Scan the entries below. List each line with "turn".

- Opening Delimiter -

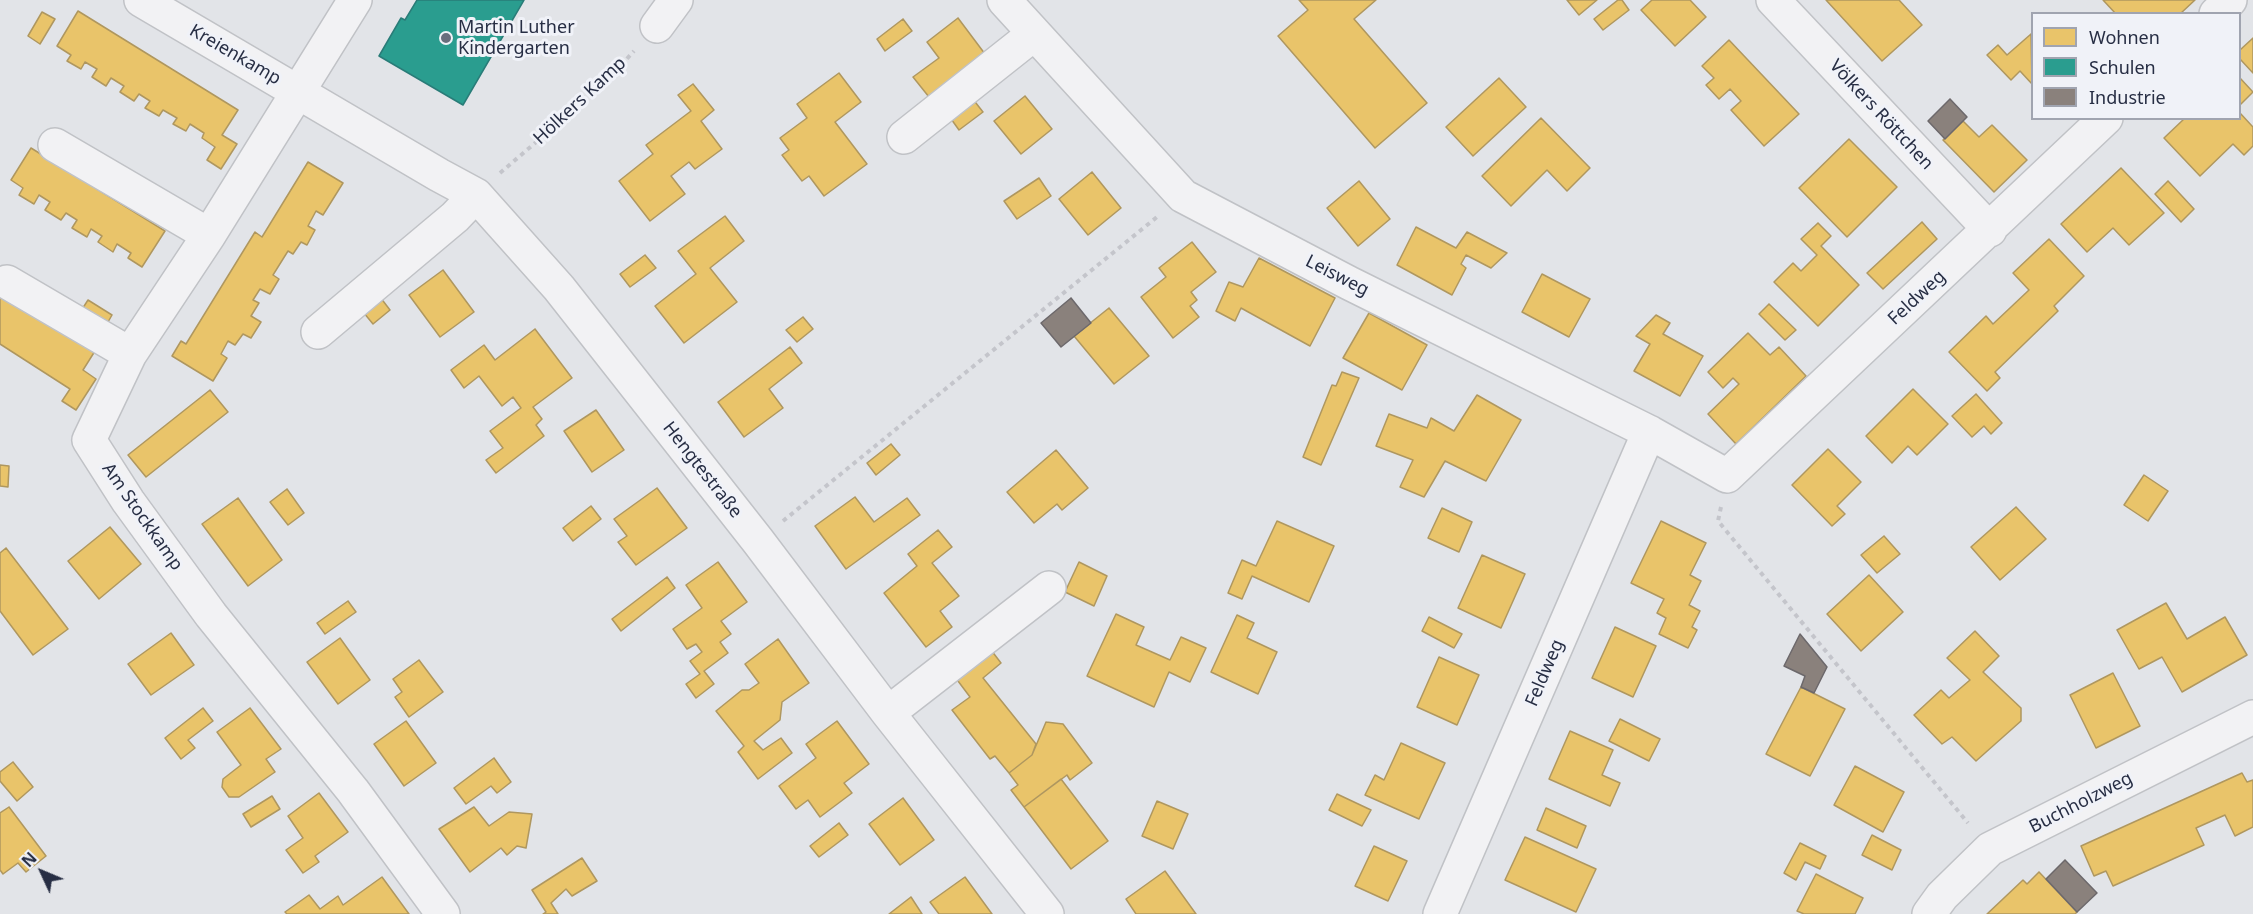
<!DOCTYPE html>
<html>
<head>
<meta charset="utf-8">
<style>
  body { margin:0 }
  #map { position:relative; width:2253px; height:914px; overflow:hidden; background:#e2e4e8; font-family:"Noto Sans",sans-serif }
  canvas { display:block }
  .legend { position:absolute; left:2031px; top:12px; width:210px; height:108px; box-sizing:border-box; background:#f0f2f8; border:2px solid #a0a4b0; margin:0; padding:8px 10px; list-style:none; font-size:18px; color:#272e44 }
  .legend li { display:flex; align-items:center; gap:12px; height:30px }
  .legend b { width:30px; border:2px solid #a0a4b0 }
  .north { position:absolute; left:12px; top:842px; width:60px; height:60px; -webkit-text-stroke:4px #f0f2f8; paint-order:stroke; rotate:314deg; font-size:16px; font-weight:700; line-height:24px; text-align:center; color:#272e44 }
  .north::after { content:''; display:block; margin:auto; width:21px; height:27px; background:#272e44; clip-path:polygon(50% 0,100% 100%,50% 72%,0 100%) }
</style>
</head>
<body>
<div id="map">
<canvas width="2253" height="914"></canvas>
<ul class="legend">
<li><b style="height:16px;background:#e9c46a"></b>Wohnen</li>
<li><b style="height:16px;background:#2a9d8f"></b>Schulen</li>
<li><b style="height:16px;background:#8a817c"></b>Industrie</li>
</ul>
<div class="north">N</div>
</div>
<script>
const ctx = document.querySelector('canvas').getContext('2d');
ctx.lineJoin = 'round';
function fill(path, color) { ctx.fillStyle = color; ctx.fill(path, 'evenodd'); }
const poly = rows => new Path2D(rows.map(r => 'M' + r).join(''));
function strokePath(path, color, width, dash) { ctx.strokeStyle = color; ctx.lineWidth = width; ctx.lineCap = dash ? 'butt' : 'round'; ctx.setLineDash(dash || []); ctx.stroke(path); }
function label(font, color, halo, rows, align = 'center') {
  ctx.font = font + ' "Noto Sans",sans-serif'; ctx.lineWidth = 6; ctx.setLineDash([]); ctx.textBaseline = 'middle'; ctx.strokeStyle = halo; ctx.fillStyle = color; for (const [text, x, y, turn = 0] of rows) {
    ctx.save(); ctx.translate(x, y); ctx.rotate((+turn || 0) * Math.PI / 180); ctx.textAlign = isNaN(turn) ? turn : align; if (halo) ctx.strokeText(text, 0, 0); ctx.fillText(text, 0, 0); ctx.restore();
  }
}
const homes = poly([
  [1299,0,1376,0,1354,19,1427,103,1375,148,1278,36,1308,10,1299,0],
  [1567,0,1597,0,1579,15,1567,0],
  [1618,0,1622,0,1629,10,1603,30,1594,19,1618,0],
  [1652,0,1690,0,1706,17,1675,46,1641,10,1652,0],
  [1826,0,1899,0,1922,25,1882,61,1826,0],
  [2103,0,2195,0,2180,14,2116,14,2103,0],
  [78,11,238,110,222,135,237,144,221,169,207,160,215,147,202,138,204,133,190,124,186,131,173,124,177,118,163,110,159,116,145,108,150,101,139,94,134,101,120,92,124,86,111,78,106,86,92,77,97,69,85,62,81,69,67,61,71,55,57,46,78,11],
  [42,12,55,19,40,44,28,36,42,12],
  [958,18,985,54,929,97,913,77,939,58,927,42,958,18],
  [903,19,912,31,885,51,877,39,903,19],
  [2031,34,2032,84,2020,71,2011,80,1987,55,1998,45,2007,55,2031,34],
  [2253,38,2253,73,2240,59,2240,50,2253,38],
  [1729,40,1799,114,1764,146,1731,110,1741,101,1730,89,1719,99,1706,85,1714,78,1702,66,1729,40],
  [839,73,861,102,835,122,867,164,824,196,809,176,802,181,782,155,789,150,780,138,807,118,797,104,839,73],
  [1499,78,1526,107,1473,156,1446,127,1499,78],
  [2240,78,2253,92,2241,104,2240,103,2240,78],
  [693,84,714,110,701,121,722,149,695,169,689,162,671,176,685,194,650,221,619,181,653,154,646,145,691,111,678,95,693,84],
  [1025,96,1052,129,1021,154,994,121,1025,96],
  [972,98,983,112,959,130,949,116,972,98],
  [2240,113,2253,127,2253,146,2244,155,2233,144,2200,176,2164,138,2185,118,2240,118,2240,113],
  [1541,118,1590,168,1567,191,1547,170,1511,206,1482,176,1541,118],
  [1963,121,1979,137,1992,125,2027,160,1994,192,1943,140,1963,121],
  [1849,139,1897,187,1847,237,1799,188,1849,139],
  [31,148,165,231,142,267,128,258,131,253,117,244,113,252,98,242,102,236,91,229,87,237,72,228,77,220,66,213,61,220,45,210,50,202,39,195,34,204,19,195,23,188,11,180,31,148],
  [308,162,343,183,323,215,316,211,308,226,315,230,307,245,301,242,293,254,288,251,273,275,279,279,270,294,260,289,253,300,259,303,251,316,261,322,251,338,243,334,235,345,228,341,221,354,227,358,213,381,172,356,181,341,186,344,255,232,262,237,308,162],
  [2121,168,2164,213,2129,245,2113,228,2087,252,2061,224,2121,168],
  [1092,172,1121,208,1088,235,1059,199,1092,172],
  [1039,178,1051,196,1017,219,1004,201,1039,178],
  [1359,181,1390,219,1358,246,1327,208,1359,181],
  [2168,181,2194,209,2181,222,2155,194,2168,181],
  [725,216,744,241,710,268,737,302,684,343,655,306,696,274,678,251,725,216],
  [1922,222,1937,239,1883,289,1867,273,1922,222],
  [1818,223,1831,236,1821,246,1859,285,1818,326,1774,282,1793,263,1801,271,1817,255,1801,239,1818,223],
  [1416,227,1456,248,1467,232,1507,253,1491,268,1466,255,1461,264,1466,268,1452,295,1397,265,1416,227],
  [2049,239,2084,276,2054,306,2058,311,1995,372,2000,378,1987,391,1949,352,1986,316,1993,324,2029,290,2013,273,2049,239],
  [1192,242,1216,272,1191,292,1197,300,1190,306,1199,317,1173,338,1141,297,1166,277,1159,268,1192,242],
  [645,255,656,268,630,287,620,274,645,255],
  [1259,258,1335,298,1310,346,1241,308,1235,321,1216,311,1229,282,1243,287,1259,258],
  [443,270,474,312,440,337,409,295,443,270],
  [1542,274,1590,299,1569,337,1522,312,1542,274],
  [377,293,390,310,373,324,359,307,377,293],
  [0,294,95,351,83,370,96,379,76,410,62,401,70,389,0,344,0,294],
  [88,300,112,315,104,329,79,314,88,300],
  [1769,304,1796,330,1785,340,1759,314,1769,304],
  [1109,308,1149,356,1114,384,1074,336,1109,308],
  [1369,313,1427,345,1402,390,1343,358,1369,313],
  [1656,315,1670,323,1663,334,1703,356,1680,396,1634,371,1650,344,1636,336,1656,315],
  [803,317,813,329,797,342,786,330,803,317],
  [535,329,572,378,533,407,542,419,536,425,544,436,496,473,486,460,503,448,490,431,521,408,513,397,502,406,479,376,464,388,451,370,484,345,495,360,535,329],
  [1748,333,1770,355,1779,347,1806,376,1736,444,1708,414,1739,384,1733,378,1723,388,1708,372,1748,333],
  [790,347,802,363,769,389,783,408,744,437,718,402,790,347],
  [1342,372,1359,378,1321,465,1303,457,1332,385,1336,386,1342,372],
  [1913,389,1948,424,1917,455,1908,446,1892,463,1866,436,1913,389],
  [210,390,228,412,146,477,128,455,210,390],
  [1976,394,2002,423,1991,434,1984,426,1972,437,1952,416,1976,394],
  [1477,395,1521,420,1486,481,1445,461,1424,497,1400,487,1413,460,1376,446,1389,414,1427,428,1431,418,1454,431,1477,395],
  [596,410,624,450,592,472,564,431,596,410],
  [891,444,900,455,876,475,867,463,891,444],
  [1828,449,1861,482,1837,506,1845,514,1832,526,1792,485,1828,449],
  [1056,450,1088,488,1062,510,1057,504,1034,523,1007,492,1056,450],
  [0,465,9,466,8,487,0,486,0,465],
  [2144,475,2168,491,2148,521,2124,505,2144,475],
  [657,488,687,528,636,565,618,542,627,536,614,519,657,488],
  [287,489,304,513,288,525,270,502,287,489],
  [855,497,874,522,907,498,920,515,846,569,815,526,855,497],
  [238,498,282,560,248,586,202,524,238,498],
  [591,506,601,519,573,541,563,528,591,506],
  [2016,507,2046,539,2000,580,1971,547,2016,507],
  [1442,508,1472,522,1459,552,1428,538,1442,508],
  [1277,521,1334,546,1309,602,1252,576,1242,599,1228,593,1242,560,1256,566,1277,521],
  [1661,521,1706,543,1690,575,1701,581,1689,605,1700,611,1692,627,1697,630,1688,648,1659,634,1666,618,1657,613,1664,599,1631,583,1661,521],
  [110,527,141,564,99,599,68,561,110,527],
  [938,530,952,547,932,563,959,596,940,611,952,627,926,647,884,593,917,566,908,554,938,530],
  [1884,536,1900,554,1877,573,1861,555,1884,536],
  [6,548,68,629,33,655,0,611,0,553,6,548],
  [1482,555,1525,574,1501,628,1458,608,1482,555],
  [718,562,747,602,721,621,731,634,720,642,728,653,704,671,714,684,696,698,686,684,700,674,690,661,702,652,696,644,687,649,673,629,702,608,686,585,718,562],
  [1079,562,1107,576,1094,606,1065,592,1079,562],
  [1869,575,1903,612,1861,651,1827,614,1869,575],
  [667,577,675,588,621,631,612,619,667,577],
  [348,601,356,612,325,634,317,623,348,601],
  [2166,603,2187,639,2225,617,2247,655,2182,692,2162,657,2139,669,2117,630,2166,603],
  [1116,614,1144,627,1136,645,1170,660,1181,637,1206,648,1190,682,1169,672,1154,707,1087,676,1116,614],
  [1237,615,1254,623,1247,638,1277,652,1258,694,1211,672,1237,615],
  [1429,617,1462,634,1454,648,1422,631,1429,617],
  [1615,627,1656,646,1633,697,1592,678,1615,627],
  [1975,631,1999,656,1983,672,2021,708,2021,721,1976,761,1952,737,1942,744,1914,715,1941,690,1949,698,1970,680,1947,658,1975,631],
  [171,633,194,665,151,695,128,664,171,633],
  [340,638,370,680,338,704,307,662,340,638],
  [778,639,809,683,782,702,780,720,754,741,763,750,781,738,792,753,758,779,738,752,744,746,716,711,742,690,749,690,759,683,745,664,778,639],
  [991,650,1001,663,983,678,1036,744,1032,755,1009,773,995,756,990,759,952,710,970,697,955,677,991,650],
  [1439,657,1479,675,1457,725,1417,707,1439,657],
  [419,660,443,692,409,717,395,697,402,692,393,679,419,660],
  [2113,673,2140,726,2096,748,2070,695,2113,673],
  [1801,687,1845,709,1810,776,1766,754,1801,687],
  [203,708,213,721,188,740,195,748,181,759,165,738,203,708],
  [250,708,281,749,266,759,275,772,239,797,229,797,222,787,223,779,241,765,217,732,250,708],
  [1620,719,1660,739,1649,761,1609,741,1620,719],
  [406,721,436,763,404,786,374,744,406,721],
  [837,721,869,764,844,783,852,793,820,817,808,800,796,809,779,786,816,758,806,744,837,721],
  [1046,722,1063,724,1092,763,1070,780,1067,775,1024,807,1011,790,1018,785,1009,773,1032,755,1046,722],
  [1570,731,1613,750,1602,775,1620,783,1610,806,1549,779,1570,731],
  [1401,743,1445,763,1419,819,1365,795,1375,775,1384,780,1401,743],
  [494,758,511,782,497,793,491,786,466,804,454,788,494,758],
  [13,762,33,787,17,801,0,781,0,772,13,762],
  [1855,766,1904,792,1883,832,1834,805,1855,766],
  [2242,773,2247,782,2253,780,2253,827,2235,836,2225,815,2196,828,2204,845,2113,886,2106,871,2094,876,2081,846,2242,773],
  [1061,779,1108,841,1071,869,1024,807,1061,779],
  [319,793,348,832,315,856,319,862,303,873,286,850,303,838,288,816,319,793],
  [1337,794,1371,810,1362,826,1329,810,1337,794],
  [272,796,280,809,251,827,243,814,272,796],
  [903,798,934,840,900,865,869,824,903,798],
  [1157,801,1188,814,1173,849,1142,836,1157,801],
  [9,807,46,856,26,872,18,863,3,874,0,870,0,813,9,807],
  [474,807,489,826,509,812,532,814,526,848,517,846,507,855,501,848,470,872,439,829,474,807],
  [1546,808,1586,826,1577,848,1537,830,1546,808],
  [839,823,848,835,819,857,810,846,839,823],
  [1872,835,1901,850,1892,870,1862,855,1872,835],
  [1525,837,1596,869,1576,912,1505,880,1525,837],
  [1800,843,1826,856,1820,869,1805,862,1796,880,1784,873,1800,843],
  [1374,846,1407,861,1388,901,1355,886,1374,846],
  [582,858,597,881,572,896,566,889,551,903,558,914,543,914,546,912,532,890,582,858],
  [1165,871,1196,914,1136,914,1126,899,1165,871],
  [2039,872,2077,912,2075,914,1987,914,2023,880,2027,884,2039,872],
  [1816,874,1863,898,1855,914,1804,914,1797,911,1816,874],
  [382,877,409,914,287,914,285,912,309,895,320,909,338,896,343,905,382,877],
  [965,877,992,914,939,914,930,902,965,877],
  [911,897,922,914,889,914,911,897]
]);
fill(homes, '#e9c46a');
strokePath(homes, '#af975f', 1.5);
const schools = poly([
  [417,0,524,0,463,105,379,56,401,18,405,20,417,0]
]);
fill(schools, '#2a9d8f');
strokePath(schools, '#297c78', 1.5);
const industry = poly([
  [1950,99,1967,117,1945,139,1928,121,1950,99],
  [1071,298,1091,323,1061,347,1041,323,1071,298],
  [1800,634,1827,667,1814,693,1801,687,1805,676,1784,666,1800,634],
  [2065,860,2097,893,2077,912,2046,879,2065,860]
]);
fill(industry, '#8a817c');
strokePath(industry, '#6c686b', 1.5);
const minor = poly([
  [141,0,439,175,476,195,559,288,758,541,888,713,1047,914],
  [355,0,209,235,130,354,89,440,128,501,211,615,353,791,443,914],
  [1004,0,1183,196,1349,283,1649,432,1727,476,2106,118],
  [1773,0,1990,230],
  [2216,14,2230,0],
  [657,26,676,0],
  [904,137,1034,34],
  [55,145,209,235],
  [7,282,130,354],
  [318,332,455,217,476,195],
  [888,713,1049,588],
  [1440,914,1649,432],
  [1929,914,1942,896,1990,849,2253,717]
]);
strokePath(minor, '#c0c2c6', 36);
strokePath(poly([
  [500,173,604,84,634,51],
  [1721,507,1718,521,1968,823],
  [783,521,1157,217]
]), '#c4c5cb', 4, [4.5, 4.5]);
strokePath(minor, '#f2f2f4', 33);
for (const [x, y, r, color] of [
  [446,38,6,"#686e7d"]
]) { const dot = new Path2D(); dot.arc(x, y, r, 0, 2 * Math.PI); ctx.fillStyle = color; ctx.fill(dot); strokePath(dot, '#f0f2f8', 2); }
label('18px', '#272e44', '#f0f2f8', [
  ["Martin Luther",458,28],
  ["Kindergarten",458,49]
], 'left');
label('18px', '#272e44', '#f0f2f8', [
  ["Kreienkamp",235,55,30],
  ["Hölkers Kamp",580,101,-43],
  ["Völkers Röttchen",1881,115,47],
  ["Leisweg",1337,276,27],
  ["Feldweg",1917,298,-43],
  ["Hengtestraße",702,470,52],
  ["Am Stockkamp",142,517,55],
  ["Feldweg",1545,673,-67],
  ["Buchholzweg",2081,803,-27]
]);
</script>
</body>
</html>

- Closing Delimiter -

§ **Answer for this exercise**
  ctx.font = font + ' "Noto Sans",sans-serif'; ctx.lineWidth = 6; ctx.setLineDash([]); ctx.textBaseline = 'middle'; ctx.strokeStyle = halo; ctx.fillStyle = color; for (const [text, x, y, turn = 0] of rows) {
    ctx.save(); ctx.translate(x, y); ctx.rotate((+turn || 0) * Math.PI / 180); ctx.textAlign = isNaN(turn) ? turn : align; if (halo) ctx.strokeText(text, 0, 0); ctx.fillText(text, 0, 0); ctx.restore();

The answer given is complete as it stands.